Photographer snaps himself perched atop high and narrow cliff face

Don’t look down! Dizzying shot shows climber perched on a narrow cliff ledge – and leaves some viewers wondering if it’s a trick of the camera

  • Photographer Scott Crady filmed himself on a cliff face in Boulder, Colorado
  • Keen climber, 24, showed off the daring nature of the 2,100-metre climb
  • The second Flatiron is a popular rock formation for novice and expert climbers
  • In the 30-second clip Scott spin the camera around, showing deep drop to trees

A rock climber took his passion to new found heights after recording himself perched on a narrow cliff edge in Boulder, Colorado. 

Professional adventure sports photographer Scott Crady, 24, discovered his love for climbing during his time at college, Northern Michigan University.

But he took his passion to new heights earlier this year when he recorded himself perching precariously on the edge of a cliff face more than 2,000 metres (6,560ft) above ground on the Second Flatiron.

Scott Crady, 24, (above) shot a video of himself apparently perched atop a cliff face in Colorado

But several commenters asked if this clip was in fact an optical illusion and if Scott was lying on the ground

The 2,100 metre summit of the Second Flatiron rock formation in Boulder, Colorado

The shot is so surreal that some viewers questioned whether Scott had employed an optical illusion to help create the vertigo-inducing footage. 

He doesn’t appear to be wearing any safety equipment, or have any climbing ropes despite the fact the Second Flatiron is referred to as a difficult climb. 

And his Instagram page refers to the importance of ‘depth and direction’, which could further suggest he is trying to fool his viewers.

He decided to film himself taking the Freeway trail up the Second Flatiron, one of Colorado’s most popular mountain routes, in April to show to his friends and family. 

In the 30-second clip, shared to social media, Scott lets out a deep exhale before spinning the camera around and showing the depth of the drop should he fall.

He nods and poses for a smiley shirtless selfie before again turning the camera and showing a leafy valley below

He nods and poses for a smiley shirtless selfie before again turning the camera and showing a leafy valley below. 

Most reacted with horror at the video.
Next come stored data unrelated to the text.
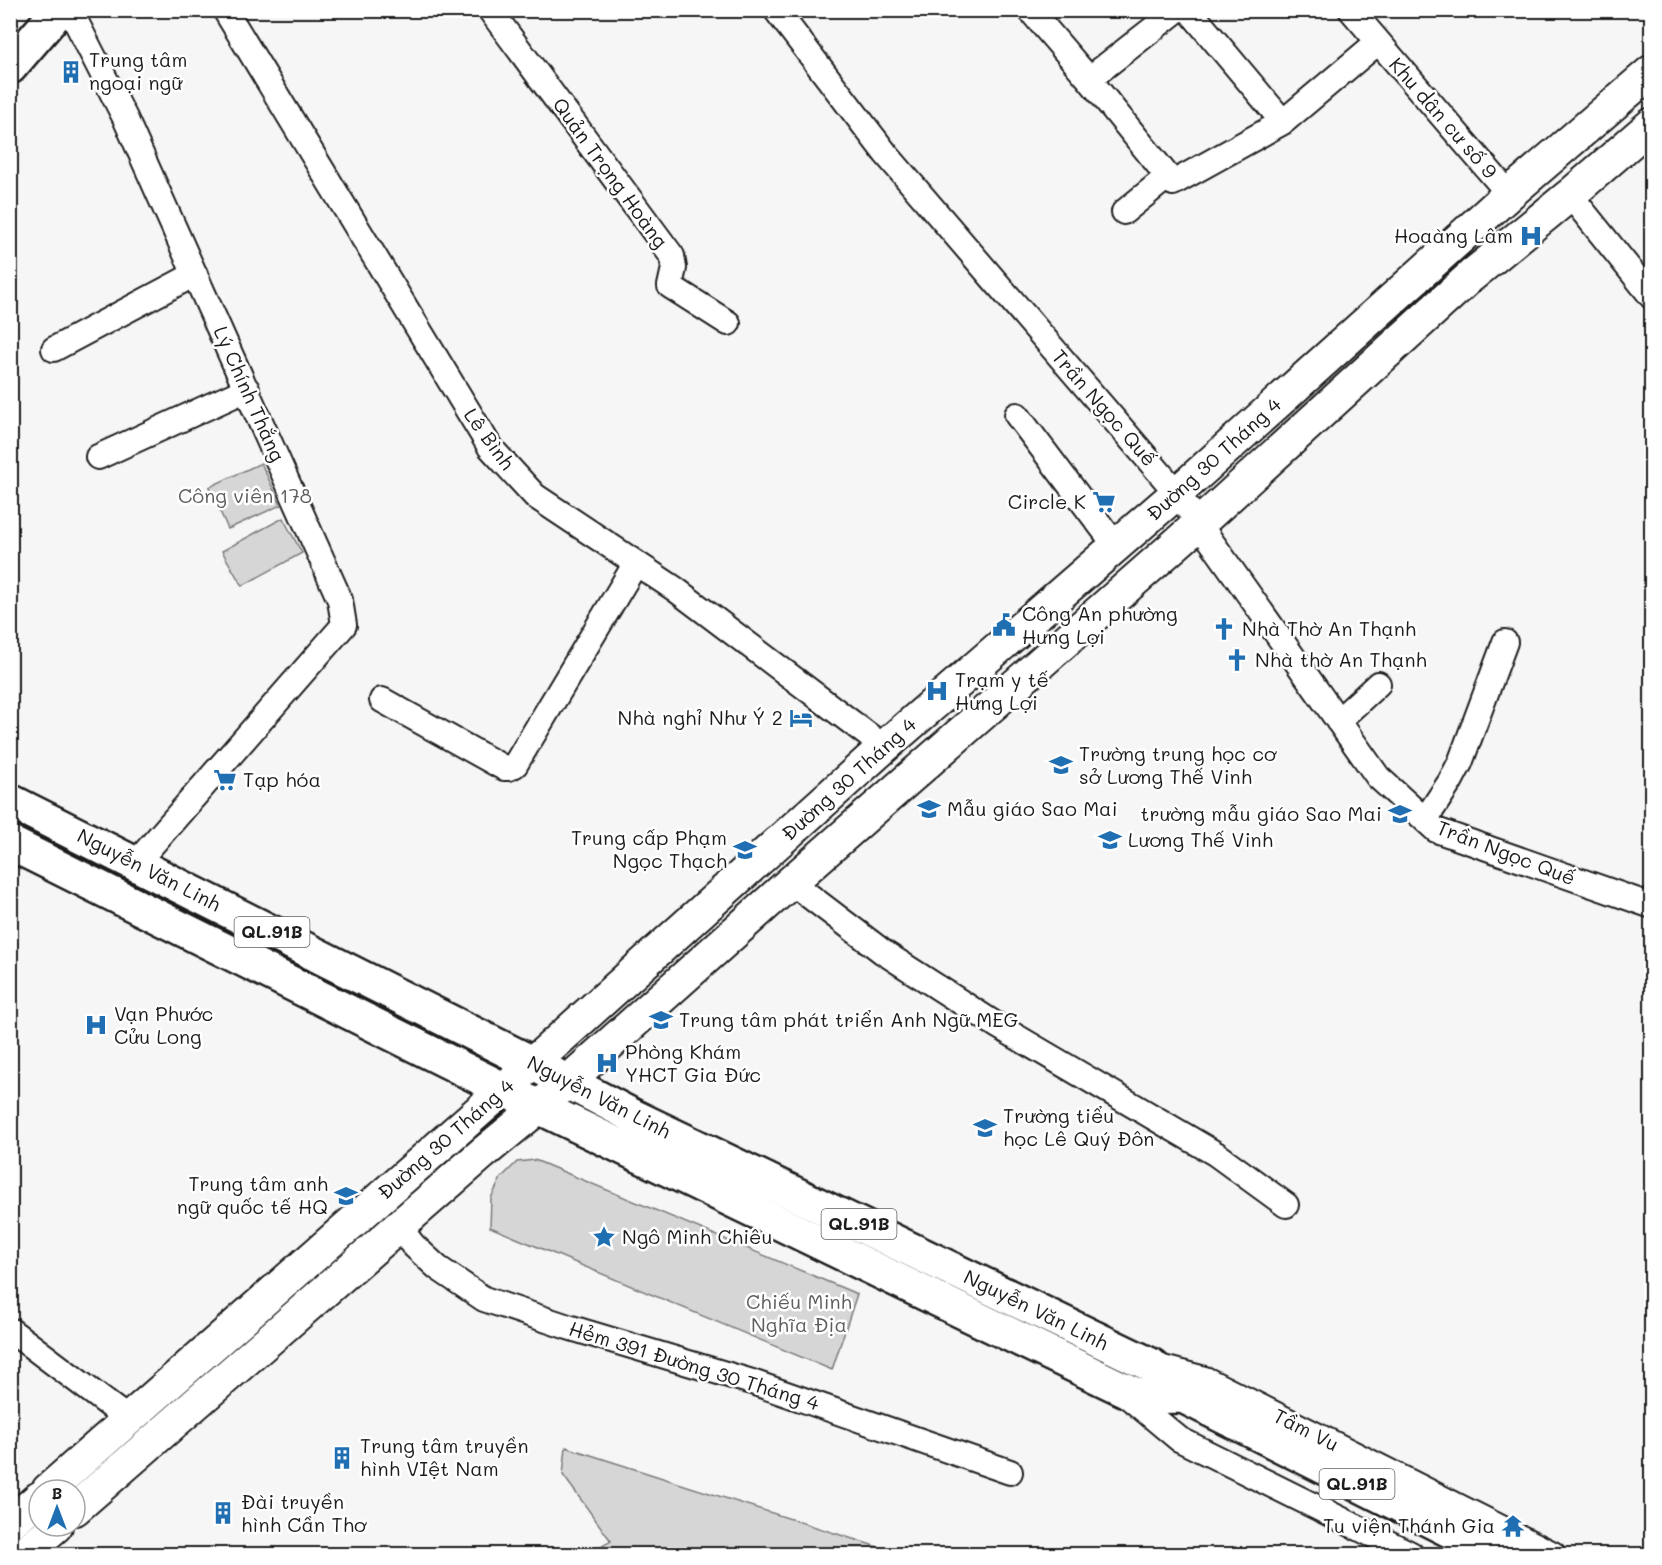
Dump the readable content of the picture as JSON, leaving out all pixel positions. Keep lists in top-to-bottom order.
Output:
{
  "streets": {
    "highway": ["Nguyễn Văn Linh", "QL.91B"],
    "main road": ["Đường 30 Tháng 4"],
    "street": [
      "Khu dân cư số 9",
      "Quản Trọng Hoàng",
      "Lý Chính Thắng",
      "Trần Ngọc Quế",
      "Lê Bình",
      "Hẻm 391 Đường 30 Tháng 4",
      "Tầm Vu"
    ]
  },
  "crossings": [
    ["Khu dân cư số 9", "Đường 30 Tháng 4"],
    ["Lý Chính Thắng", "Nguyễn Văn Linh"],
    ["Trần Ngọc Quế", "Đường 30 Tháng 4"],
    ["Lê Bình", "Đường 30 Tháng 4"],
    ["Đường 30 Tháng 4", "Nguyễn Văn Linh"],
    ["Đường 30 Tháng 4", "Hẻm 391 Đường 30 Tháng 4"],
    ["Nguyễn Văn Linh", "Tầm Vu"]
  ],
  "parks": ["Công viên 178", "Chiếu Minh Nghĩa Địa"],
  "places": {
    "building": ["Trung tâm ngoại ngữ", "Trung tâm truyền hình VIệt Nam", "Đài truyền hình Cần Thơ"],
    "hospital": [
      "Hoaàng Lâm",
      "Trạm y tế Hưng Lợi",
      "Vạn Phước Cửu Long",
      "Phòng Khám YHCT Gia Đức"
    ],
    "supermarket": ["Circle K", "Tạp hóa"],
    "public building": ["Công An phường Hưng Lợi"],
    "church": ["Nhà Thờ An Thạnh", "Nhà thờ An Thạnh"],
    "hotel": ["Nhà nghỉ Như Ý 2"],
    "school or university": [
      "Trường trung học cơ sở Lương Thế Vinh",
      "Mẫu giáo Sao Mai",
      "trường mẫu giáo Sao Mai",
      "Lương Thế Vinh",
      "Trung cấp Phạm Ngọc Thạch",
      "Trung tâm phát triển Anh Ngữ MEG",
      "Trường tiểu học Lê Quý Đôn",
      "Trung tâm anh ngữ quốc tế HQ"
    ],
    "place": ["Ngô Minh Chiêu"],
    "temple": ["Tu viện Thánh Gia"]
  },
  "north": "top"
}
Carol Bellinetti asked: ‘What on earth is he thinking?’ 

Others were left unconvinced by the footage, questioning if Scott was in fact lying flat on the ground and creating an optical illusion.

Willow Eley wrote: ‘He’s nowhere near the edge. You will notice he’s actually laying down near the edge with the camera at a certain angle giving the impression he’s on the cliff face.’
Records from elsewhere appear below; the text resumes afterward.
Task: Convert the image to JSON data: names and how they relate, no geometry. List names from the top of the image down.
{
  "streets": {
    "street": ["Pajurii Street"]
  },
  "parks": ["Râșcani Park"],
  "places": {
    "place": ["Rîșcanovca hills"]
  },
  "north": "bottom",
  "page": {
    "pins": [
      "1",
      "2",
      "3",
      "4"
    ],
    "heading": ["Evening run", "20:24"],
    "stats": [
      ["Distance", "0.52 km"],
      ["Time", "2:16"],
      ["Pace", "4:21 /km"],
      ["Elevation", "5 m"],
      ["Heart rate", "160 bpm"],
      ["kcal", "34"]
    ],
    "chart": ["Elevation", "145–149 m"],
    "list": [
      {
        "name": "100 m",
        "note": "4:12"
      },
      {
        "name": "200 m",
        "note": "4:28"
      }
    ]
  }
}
Scott has been climbing for just over five years and says he enjoys mostly alpine and ice climbing.   

Local rescue services are no strangers to wayward climbers on the Flatirons, having to rescue multiple people each year. 

Last October, a local Denver resident taking the trip up the 2nd Flatiron died after falling from the 2,164-metre (7,100ft) summit. 

The 1st and 2nd Flatirons are described as the ‘most prominent features’ of the surrounding landscape on hiking websites, and are recommended for experienced climbers.

They sit just above and overlook the Boulder valley, west of the city centre which is the home of approximately 300,000 people.